Up to and including the line containing "0 3px,transparent 0", set down each line of the entries below exactly, starting from the first, and leave out the rest.

*** Records for the exercise Section Begins ***

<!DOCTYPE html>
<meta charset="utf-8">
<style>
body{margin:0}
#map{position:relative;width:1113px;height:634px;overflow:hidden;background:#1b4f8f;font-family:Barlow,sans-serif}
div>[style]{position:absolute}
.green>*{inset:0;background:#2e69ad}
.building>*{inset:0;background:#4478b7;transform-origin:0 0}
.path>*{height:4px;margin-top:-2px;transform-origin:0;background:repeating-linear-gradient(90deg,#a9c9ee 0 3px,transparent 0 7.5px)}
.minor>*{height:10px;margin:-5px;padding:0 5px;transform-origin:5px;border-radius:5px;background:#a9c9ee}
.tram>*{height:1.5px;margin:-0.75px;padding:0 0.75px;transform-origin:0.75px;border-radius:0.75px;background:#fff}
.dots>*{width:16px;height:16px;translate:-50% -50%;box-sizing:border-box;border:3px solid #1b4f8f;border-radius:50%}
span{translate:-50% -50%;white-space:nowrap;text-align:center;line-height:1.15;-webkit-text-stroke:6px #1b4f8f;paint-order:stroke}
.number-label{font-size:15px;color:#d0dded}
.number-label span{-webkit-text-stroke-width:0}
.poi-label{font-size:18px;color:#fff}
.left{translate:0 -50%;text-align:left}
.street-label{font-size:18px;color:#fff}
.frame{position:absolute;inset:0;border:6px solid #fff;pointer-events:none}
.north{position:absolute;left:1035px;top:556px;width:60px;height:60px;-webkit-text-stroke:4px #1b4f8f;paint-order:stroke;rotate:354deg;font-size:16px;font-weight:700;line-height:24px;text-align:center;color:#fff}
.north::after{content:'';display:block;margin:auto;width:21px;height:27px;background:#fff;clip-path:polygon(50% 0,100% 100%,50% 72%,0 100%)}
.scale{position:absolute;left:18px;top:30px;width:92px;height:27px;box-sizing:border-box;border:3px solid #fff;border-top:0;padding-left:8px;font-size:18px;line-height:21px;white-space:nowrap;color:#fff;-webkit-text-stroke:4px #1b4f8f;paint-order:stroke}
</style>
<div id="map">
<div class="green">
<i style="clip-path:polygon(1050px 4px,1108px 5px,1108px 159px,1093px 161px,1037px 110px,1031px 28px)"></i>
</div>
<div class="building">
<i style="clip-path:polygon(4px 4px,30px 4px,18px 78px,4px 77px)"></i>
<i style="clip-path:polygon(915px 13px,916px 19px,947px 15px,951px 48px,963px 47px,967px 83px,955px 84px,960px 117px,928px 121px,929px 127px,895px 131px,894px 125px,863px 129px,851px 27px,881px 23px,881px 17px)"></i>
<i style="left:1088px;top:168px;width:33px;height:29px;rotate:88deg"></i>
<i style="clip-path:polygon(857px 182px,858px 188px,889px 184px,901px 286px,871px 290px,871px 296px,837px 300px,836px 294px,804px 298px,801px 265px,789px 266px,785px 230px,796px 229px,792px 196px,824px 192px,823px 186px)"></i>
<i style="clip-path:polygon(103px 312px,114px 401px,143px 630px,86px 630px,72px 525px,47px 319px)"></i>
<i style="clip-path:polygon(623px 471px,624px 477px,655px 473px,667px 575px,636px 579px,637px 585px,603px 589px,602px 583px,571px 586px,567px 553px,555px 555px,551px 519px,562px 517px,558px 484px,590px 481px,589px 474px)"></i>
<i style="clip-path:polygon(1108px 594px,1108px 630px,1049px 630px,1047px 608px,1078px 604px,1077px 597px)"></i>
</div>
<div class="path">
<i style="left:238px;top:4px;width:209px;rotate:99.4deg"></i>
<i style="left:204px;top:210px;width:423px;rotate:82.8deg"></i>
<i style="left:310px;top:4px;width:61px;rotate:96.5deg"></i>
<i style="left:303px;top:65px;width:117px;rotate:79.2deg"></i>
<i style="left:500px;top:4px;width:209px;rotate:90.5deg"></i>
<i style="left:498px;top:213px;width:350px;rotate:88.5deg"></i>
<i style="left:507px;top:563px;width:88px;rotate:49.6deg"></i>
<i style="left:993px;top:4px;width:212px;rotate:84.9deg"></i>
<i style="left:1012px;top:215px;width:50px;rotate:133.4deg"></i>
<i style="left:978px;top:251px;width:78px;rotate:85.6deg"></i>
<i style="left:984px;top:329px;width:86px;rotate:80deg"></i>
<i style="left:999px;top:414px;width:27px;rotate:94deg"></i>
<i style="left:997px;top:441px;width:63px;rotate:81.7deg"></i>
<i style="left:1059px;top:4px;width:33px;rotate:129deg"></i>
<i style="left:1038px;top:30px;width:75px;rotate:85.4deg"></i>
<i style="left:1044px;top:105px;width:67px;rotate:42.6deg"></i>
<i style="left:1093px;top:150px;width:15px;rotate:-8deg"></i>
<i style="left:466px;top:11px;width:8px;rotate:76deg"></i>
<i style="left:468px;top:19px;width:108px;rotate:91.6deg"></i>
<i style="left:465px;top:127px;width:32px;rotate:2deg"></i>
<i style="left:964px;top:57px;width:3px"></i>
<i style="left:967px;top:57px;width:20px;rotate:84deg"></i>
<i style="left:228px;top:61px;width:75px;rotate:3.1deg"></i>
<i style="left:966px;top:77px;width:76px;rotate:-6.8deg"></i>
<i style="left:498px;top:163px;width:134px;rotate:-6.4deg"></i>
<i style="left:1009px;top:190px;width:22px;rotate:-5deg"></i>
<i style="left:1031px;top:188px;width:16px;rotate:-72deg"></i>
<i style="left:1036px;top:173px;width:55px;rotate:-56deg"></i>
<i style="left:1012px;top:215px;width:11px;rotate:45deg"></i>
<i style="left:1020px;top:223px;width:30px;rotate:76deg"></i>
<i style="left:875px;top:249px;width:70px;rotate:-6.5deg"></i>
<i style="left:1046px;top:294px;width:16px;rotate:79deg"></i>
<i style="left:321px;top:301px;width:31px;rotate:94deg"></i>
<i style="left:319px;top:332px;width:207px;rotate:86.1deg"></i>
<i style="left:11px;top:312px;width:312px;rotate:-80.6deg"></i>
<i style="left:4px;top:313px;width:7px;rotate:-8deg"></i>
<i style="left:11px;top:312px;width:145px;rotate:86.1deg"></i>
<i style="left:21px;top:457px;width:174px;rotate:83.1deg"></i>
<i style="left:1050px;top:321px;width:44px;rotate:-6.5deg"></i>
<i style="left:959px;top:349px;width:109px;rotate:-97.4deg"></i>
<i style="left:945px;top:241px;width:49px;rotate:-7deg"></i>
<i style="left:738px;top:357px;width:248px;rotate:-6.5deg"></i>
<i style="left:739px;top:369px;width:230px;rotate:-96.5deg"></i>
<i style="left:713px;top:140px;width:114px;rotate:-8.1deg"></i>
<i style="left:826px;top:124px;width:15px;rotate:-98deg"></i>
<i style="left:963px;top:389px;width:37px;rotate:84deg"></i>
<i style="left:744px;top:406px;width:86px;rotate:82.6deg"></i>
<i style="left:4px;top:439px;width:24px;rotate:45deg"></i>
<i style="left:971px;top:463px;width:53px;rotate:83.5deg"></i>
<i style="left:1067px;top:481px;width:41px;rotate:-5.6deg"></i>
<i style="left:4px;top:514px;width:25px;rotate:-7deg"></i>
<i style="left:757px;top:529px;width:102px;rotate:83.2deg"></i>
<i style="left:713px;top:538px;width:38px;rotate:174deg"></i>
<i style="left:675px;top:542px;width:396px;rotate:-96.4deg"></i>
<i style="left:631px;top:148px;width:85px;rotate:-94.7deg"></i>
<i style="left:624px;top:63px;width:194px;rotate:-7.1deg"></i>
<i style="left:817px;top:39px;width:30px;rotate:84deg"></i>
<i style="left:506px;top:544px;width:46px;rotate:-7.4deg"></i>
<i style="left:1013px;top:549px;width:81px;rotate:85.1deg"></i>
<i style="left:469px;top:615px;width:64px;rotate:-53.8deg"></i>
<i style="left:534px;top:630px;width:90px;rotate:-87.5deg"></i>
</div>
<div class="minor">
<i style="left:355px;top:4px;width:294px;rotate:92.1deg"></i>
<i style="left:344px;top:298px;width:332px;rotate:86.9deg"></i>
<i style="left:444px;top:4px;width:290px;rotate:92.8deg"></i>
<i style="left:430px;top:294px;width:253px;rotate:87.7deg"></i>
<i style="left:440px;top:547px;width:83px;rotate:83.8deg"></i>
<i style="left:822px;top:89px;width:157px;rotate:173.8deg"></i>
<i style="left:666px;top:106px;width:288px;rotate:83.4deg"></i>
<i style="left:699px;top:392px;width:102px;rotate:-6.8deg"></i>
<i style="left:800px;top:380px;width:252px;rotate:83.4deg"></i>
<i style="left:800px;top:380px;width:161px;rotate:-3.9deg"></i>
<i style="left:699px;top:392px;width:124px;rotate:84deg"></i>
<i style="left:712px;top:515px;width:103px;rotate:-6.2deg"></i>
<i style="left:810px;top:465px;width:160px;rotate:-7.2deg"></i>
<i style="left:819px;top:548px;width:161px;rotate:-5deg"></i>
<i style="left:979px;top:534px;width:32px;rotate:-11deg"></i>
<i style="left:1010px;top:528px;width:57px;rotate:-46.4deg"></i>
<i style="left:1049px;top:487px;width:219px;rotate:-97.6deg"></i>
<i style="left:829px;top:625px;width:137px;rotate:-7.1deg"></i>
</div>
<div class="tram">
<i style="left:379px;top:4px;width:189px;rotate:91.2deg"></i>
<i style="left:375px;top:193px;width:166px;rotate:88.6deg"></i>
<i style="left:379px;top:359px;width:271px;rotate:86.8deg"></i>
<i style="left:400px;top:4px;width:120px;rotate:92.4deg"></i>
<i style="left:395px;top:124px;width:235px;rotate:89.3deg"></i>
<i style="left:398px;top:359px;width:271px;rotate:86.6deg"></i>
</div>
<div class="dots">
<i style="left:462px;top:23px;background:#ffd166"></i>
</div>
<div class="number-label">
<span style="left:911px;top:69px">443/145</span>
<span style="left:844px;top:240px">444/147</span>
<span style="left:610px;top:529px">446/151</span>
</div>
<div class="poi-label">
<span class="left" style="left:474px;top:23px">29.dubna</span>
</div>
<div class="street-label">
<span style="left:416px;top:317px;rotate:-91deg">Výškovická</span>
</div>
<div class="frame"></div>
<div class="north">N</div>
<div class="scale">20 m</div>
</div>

*** Records for the exercise Section Ends ***

- **Solution to the exercise**
<!DOCTYPE html>
<meta charset="utf-8">
<style>
body{margin:0}
#map{position:relative;width:1113px;height:634px;overflow:hidden;background:#1b4f8f;font-family:Barlow,sans-serif}
div>[style]{position:absolute}
.green>*{inset:0;background:#2e69ad}
.building>*{inset:0;background:#4478b7;transform-origin:0 0}
.path>*{height:4px;margin-top:-2px;transform-origin:0;background:repeating-linear-gradient(90deg,#a9c9ee 0 3px,transparent 0 7.5px)}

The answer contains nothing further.